There are several causes of varicose veins including age, pregnancy, obesity, a family history and standing for long periods of time. As people grow older the veins become less elastic and the valves become weaker. During pregnancy some women develop varicose veins because their veins cannot handle the increased volume of blood needed to feed the growing baby. In addition as the pregnancy progresses the ever larger uterus can begin to press on blood vessels in the pelvis increasing the pressure needed that the veins lower down have to overcome. Obesity in a way is like always being pregnant.

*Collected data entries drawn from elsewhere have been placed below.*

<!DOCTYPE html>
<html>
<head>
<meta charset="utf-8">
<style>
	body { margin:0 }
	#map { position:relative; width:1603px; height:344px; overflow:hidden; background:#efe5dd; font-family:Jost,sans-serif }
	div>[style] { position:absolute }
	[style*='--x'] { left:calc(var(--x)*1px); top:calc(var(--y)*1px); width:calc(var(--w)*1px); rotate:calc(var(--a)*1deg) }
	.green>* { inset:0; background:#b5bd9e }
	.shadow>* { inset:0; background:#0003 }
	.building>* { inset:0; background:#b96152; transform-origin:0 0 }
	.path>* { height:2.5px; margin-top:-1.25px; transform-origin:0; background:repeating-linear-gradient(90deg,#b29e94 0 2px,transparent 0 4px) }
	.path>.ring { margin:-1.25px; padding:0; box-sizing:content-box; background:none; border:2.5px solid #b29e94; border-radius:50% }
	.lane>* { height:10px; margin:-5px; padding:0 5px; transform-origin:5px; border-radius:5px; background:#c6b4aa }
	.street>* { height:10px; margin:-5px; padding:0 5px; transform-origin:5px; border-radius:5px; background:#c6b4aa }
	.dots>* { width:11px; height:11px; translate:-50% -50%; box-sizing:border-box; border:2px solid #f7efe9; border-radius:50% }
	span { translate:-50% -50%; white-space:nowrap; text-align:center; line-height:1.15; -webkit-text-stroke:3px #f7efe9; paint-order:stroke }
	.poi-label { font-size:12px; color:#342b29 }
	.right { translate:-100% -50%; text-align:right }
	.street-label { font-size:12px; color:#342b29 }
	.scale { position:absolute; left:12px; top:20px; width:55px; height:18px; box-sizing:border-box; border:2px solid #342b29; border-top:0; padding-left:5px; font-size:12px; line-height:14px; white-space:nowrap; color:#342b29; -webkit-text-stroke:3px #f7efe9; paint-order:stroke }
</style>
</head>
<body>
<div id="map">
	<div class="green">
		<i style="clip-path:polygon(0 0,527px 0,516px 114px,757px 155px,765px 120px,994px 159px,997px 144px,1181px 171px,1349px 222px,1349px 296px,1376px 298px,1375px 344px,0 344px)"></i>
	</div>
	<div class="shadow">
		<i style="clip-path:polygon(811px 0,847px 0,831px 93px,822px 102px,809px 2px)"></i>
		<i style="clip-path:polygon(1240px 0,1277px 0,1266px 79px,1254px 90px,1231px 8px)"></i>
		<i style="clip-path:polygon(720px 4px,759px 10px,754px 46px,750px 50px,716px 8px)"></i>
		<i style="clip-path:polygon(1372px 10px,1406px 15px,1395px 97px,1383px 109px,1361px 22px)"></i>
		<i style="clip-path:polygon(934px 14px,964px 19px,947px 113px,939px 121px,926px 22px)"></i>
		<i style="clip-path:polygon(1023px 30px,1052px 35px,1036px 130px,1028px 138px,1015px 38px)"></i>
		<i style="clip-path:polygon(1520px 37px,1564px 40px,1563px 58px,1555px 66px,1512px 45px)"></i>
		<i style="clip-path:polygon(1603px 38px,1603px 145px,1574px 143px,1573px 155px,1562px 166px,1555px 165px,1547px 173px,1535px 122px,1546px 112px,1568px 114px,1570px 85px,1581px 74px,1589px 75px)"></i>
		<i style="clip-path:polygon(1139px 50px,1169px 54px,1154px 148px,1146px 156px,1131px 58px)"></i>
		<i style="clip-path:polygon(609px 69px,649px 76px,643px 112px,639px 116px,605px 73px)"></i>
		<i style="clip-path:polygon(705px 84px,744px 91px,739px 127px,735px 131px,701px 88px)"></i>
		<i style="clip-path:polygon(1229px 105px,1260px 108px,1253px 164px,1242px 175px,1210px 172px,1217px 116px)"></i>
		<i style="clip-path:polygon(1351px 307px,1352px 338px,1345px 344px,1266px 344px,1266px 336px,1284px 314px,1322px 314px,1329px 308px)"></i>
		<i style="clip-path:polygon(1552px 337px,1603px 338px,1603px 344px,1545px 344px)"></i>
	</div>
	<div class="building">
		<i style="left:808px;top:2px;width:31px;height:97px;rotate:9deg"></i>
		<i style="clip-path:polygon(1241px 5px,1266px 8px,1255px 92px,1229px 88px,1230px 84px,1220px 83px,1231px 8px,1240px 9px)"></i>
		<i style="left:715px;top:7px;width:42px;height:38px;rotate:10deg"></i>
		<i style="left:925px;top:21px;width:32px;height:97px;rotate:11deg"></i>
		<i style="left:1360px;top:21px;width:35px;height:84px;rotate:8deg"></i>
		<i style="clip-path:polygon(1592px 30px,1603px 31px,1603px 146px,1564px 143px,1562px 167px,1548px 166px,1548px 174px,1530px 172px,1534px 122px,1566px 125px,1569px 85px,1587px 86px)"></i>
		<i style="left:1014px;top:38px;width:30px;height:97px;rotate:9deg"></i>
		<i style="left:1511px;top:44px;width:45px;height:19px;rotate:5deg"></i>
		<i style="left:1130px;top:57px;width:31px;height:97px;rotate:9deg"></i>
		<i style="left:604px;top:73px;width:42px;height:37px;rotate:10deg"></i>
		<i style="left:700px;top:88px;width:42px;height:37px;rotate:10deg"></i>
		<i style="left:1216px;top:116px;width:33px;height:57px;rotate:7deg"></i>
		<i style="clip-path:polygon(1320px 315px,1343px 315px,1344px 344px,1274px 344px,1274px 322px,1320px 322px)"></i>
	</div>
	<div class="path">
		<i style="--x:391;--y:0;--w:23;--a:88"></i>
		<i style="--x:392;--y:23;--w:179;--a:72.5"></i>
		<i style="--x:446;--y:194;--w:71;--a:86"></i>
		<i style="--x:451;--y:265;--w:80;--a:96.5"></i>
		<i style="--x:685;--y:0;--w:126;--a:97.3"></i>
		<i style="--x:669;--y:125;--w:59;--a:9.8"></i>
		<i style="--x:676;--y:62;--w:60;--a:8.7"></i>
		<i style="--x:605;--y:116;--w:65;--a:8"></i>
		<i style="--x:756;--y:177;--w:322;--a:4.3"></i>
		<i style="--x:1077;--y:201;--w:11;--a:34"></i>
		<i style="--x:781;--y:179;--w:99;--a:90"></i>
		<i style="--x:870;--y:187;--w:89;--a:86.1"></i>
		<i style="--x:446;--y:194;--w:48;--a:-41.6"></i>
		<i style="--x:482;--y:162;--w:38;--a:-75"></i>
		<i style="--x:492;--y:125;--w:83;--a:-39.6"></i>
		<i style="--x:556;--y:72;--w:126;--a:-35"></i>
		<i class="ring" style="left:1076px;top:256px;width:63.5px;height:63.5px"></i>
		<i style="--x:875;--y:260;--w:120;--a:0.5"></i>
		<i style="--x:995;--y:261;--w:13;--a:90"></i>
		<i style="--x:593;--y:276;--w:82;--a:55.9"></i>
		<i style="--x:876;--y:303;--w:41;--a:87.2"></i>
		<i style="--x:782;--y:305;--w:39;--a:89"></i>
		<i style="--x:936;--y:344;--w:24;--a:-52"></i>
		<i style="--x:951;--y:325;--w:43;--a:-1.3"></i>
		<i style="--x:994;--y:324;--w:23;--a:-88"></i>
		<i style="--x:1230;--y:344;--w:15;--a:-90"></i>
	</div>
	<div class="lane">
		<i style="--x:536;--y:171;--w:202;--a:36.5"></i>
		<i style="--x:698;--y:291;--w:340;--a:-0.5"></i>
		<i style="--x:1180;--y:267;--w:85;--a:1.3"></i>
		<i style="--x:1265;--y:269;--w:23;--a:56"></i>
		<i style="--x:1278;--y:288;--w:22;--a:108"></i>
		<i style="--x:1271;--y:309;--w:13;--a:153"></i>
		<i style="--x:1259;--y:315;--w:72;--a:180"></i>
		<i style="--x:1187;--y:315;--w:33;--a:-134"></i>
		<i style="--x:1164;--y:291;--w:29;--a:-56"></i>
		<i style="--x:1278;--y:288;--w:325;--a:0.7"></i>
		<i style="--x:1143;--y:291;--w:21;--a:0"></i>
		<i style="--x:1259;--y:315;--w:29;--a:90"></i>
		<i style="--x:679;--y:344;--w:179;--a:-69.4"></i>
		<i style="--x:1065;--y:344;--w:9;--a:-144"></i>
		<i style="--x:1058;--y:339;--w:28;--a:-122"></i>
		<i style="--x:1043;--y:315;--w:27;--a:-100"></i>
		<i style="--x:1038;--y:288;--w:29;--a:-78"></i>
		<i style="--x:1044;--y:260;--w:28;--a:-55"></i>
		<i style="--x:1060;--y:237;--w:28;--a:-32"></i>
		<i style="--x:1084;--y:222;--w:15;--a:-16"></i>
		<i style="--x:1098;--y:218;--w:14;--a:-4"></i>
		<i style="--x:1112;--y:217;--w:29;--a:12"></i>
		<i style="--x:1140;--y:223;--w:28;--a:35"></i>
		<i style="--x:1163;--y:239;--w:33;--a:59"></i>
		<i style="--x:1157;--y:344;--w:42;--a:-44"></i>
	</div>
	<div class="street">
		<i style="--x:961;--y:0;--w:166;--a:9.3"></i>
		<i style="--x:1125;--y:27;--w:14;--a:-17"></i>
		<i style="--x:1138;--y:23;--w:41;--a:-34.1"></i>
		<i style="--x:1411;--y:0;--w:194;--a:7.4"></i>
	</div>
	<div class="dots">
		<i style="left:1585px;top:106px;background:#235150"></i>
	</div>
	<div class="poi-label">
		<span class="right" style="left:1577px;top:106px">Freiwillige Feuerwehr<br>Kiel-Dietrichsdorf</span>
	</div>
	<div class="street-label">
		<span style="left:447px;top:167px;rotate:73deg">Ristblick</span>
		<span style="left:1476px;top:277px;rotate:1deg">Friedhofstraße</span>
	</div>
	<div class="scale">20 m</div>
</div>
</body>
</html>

People who stand for long periods of time without much movement cause blood to just sit because the muscles of the leg are then not involved as much as they should.

Women are more likely to be affected by varicose veins than men. The major complaint of varicose veins is that they look bad but there can be complications such as leg ulcers because of the fluid that builds up in the area and more rarely but more dangerous, blood clots because the blood no longer flows. This can create a medical emergency when a blood clot detaches, the valves are incompetent and the clot reaches all the way to the heart or brain and blocks a vital blood vessel causing a stroke.

Preventing varicose veins is not easy but there are a number of things that help. One of them is movement. If they do occur then exercising such as walking or jogging, losing weight and avoiding long periods of either standing or sitting eases any pain associated and prevents the condition from worsening. Standing in high heels for long strains the calf muscle making varicose veins worse, so flat shoes are preferred. In severe cases a doctor may prescribe compression stockings, an external aid to the valves and laser surgery to get rid of really bad veins. Studying the body tells us that moderation is key to many things. Not all of us are built to be super athletes, but all of us need to move around; move too slowly by focusing on slowing everything down leads to stasis from which major danger can arise.